Tot 2008 was de duur van de loongerelateerde uitkering afhankelijk van de leeftijd van de verzekerde. Een werknemer die vanaf 2008 in de WGA terechtkomt, kent voor de duur van de uitkering dezelfde regels als voor de WW (link). De duur van de uitkering in maanden is gelijk aan het aantal jaren arbeidsverleden. Dit arbeidsverleden wordt als volgt berekend:
- het aantal kalenderjaren met ten minste 52 loondagen vanaf 1998 tot en met het kalenderjaar voorafgaand aan het kalenderjaar waarin het recht op een WIA-uitkering is ontstaan*
- vermeederd met het aantal kalenderjaren tussen de 18e verjaardag en 1998
* indien er in het werkverleden één of meerdere jaren minder dan 52 loondagen gewerkt zijn, dan worden deze afgetrokken van het totale arbeidsverleden.
Alleen degene die voldoet aan de referte-eis (26 van de laatste 36 weken gewerkt) heeft recht op een loongerelateerde uitkering.

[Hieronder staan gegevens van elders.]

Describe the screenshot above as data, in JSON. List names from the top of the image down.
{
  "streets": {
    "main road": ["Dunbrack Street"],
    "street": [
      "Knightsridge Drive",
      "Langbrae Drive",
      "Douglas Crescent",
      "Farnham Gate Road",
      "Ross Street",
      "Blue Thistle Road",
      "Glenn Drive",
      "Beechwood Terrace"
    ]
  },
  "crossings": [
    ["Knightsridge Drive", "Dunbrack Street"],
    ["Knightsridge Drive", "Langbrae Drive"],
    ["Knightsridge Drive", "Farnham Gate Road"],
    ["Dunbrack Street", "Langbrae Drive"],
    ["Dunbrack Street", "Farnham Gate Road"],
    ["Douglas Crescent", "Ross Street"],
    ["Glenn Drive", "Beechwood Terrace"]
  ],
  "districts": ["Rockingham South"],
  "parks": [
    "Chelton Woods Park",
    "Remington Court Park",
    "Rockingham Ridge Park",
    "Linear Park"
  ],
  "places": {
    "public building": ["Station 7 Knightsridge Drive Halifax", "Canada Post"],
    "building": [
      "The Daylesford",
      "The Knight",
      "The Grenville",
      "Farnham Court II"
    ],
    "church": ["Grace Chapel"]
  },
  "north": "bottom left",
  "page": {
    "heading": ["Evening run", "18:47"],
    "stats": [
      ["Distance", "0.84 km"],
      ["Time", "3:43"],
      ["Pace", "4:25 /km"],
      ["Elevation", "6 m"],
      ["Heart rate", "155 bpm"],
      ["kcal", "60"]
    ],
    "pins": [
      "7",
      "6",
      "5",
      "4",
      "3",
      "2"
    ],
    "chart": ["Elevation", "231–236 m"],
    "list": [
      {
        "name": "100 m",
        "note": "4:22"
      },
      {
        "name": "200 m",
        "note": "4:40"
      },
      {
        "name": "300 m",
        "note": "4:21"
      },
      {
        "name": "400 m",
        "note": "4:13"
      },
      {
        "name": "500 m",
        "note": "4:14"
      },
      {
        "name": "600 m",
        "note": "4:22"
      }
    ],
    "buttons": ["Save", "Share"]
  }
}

Na afloop van de WGA-loongerelateerde uitkering ontstaan er 2 mogelijkheden:
- werknemer werkt en verdient minimaal de helft van de restcapaciteit. In dat geval heeft de werknemer recht op een loonaanvulling van 70% van het verschil tussen het oude loon en het loon bij een volledige benutting van de restcapaciteit
- werknemer werkt niet of minder dan de helft van de restcapaciteit. In dat geval heeft de werknemer recht op een uitkering gelijk aan het minimumloon
WGA loonaanvulling
Mocht de werknemer na afloop van de WGA-loongerelateerde uitkering werken en minimaal de helft van de restcapaciteit benutten, dan ontstaat er recht op een WGA-loonaanvullingsuitkering. De hoogte van deze uitkering bedraagt:
- 70% van het verschil tussen het oude (gemaximeerde) dagloon en het loon bij volledige benutting van de restcapaciteit bij benutting van 50% - 100% van de restcapaciteit
- 70% van het verschil tussen het oude (gemaximeerde) loon en het daadwerkelijke loon bij loon >100% restcapaciteit
Ook hier geldt dat, indien het oude loon hoger ligt dan het gemaximeerde dagloon, er sprake is van een correctiefactor.
WGA vervolguitkering
Werkt de werknemer niet of benut de werknemer minder dan 50% van de restcapaciteit, dan ontstaat er recht op een WGA-vervolguitkering. Er wordt geen rekening gehouden met het laatstverdiende loon, maar de hoogte van de uitkering is gerelateerd aan het minimumloon.
Percentage arbeidsongeschikt | Percentage minimumloon |
0-35 | 0 |
35-45 | 28 |
45-55 | 35 |
55-65 | 42 |
65-80 | 50,75 |
Indien met de vervolguitkering het gezamenlijk gezinsinkomen lager is dan het sociaal minimum, dan verstrekt het UWV een toeslag waarmee het gezinsinkomen verhoogd wordt tot het sociaal minimum.